■ DIRECTIONS FOR THIS TASK: What is needed is an exact copy of every record below.

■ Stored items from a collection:
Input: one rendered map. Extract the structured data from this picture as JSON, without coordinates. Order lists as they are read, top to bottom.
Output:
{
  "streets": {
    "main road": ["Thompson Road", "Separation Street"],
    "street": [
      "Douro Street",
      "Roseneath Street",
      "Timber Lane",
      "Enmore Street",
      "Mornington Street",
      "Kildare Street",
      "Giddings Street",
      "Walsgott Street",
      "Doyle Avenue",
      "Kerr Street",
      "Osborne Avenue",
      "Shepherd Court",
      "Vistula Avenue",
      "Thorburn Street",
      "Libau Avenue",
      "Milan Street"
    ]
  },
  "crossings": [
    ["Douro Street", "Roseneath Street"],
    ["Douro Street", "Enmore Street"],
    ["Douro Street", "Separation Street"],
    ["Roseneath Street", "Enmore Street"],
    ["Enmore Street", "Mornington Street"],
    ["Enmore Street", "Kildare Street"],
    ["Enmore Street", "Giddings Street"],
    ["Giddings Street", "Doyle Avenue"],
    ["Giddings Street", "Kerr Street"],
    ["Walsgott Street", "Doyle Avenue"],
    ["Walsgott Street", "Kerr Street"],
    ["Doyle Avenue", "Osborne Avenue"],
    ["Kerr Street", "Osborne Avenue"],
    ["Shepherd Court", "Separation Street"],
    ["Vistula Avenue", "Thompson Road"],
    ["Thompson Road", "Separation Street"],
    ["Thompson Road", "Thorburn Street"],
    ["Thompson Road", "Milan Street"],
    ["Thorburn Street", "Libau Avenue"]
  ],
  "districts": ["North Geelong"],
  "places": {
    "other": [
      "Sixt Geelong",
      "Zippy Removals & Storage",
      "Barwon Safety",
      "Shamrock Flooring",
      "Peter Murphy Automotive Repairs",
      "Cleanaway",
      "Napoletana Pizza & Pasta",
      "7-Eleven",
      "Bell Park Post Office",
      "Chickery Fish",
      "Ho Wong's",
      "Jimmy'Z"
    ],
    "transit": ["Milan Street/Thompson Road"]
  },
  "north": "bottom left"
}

■ ANSWER AREA:
Input: one rendered map. Extract the structured data from this picture as JSON, without coordinates. Order lists as they are read, top to bottom.
Output:
{
  "streets": {
    "main road": ["Thompson Road", "Separation Street"],
    "street": [
      "Douro Street",
      "Roseneath Street",
      "Timber Lane",
      "Enmore Street",
      "Mornington Street",
      "Kildare Street",
      "Giddings Street",
      "Walsgott Street",
      "Doyle Avenue",
      "Kerr Street",
      "Osborne Avenue",
      "Shepherd Court",
      "Vistula Avenue",
      "Thorburn Street",
      "Libau Avenue",
      "Milan Street"
    ]
  },
  "crossings": [
    ["Douro Street", "Roseneath Street"],
    ["Douro Street", "Enmore Street"],
    ["Douro Street", "Separation Street"],
    ["Roseneath Street", "Enmore Street"],
    ["Enmore Street", "Mornington Street"],
    ["Enmore Street", "Kildare Street"],
    ["Enmore Street", "Giddings Street"],
    ["Giddings Street", "Doyle Avenue"],
    ["Giddings Street", "Kerr Street"],
    ["Walsgott Street", "Doyle Avenue"],
    ["Walsgott Street", "Kerr Street"],
    ["Doyle Avenue", "Osborne Avenue"],
    ["Kerr Street", "Osborne Avenue"],
    ["Shepherd Court", "Separation Street"],
    ["Vistula Avenue", "Thompson Road"],
    ["Thompson Road", "Separation Street"],
    ["Thompson Road", "Thorburn Street"],
    ["Thompson Road", "Milan Street"],
    ["Thorburn Street", "Libau Avenue"]
  ],
  "districts": ["North Geelong"],
  "places": {
    "other": [
      "Sixt Geelong",
      "Zippy Removals & Storage",
      "Barwon Safety",
      "Shamrock Flooring",
      "Peter Murphy Automotive Repairs",
      "Cleanaway",
      "Napoletana Pizza & Pasta",
      "7-Eleven",
      "Bell Park Post Office",
      "Chickery Fish",
      "Ho Wong's",
      "Jimmy'Z"
    ],
    "transit": ["Milan Street/Thompson Road"]
  },
  "north": "bottom left"
}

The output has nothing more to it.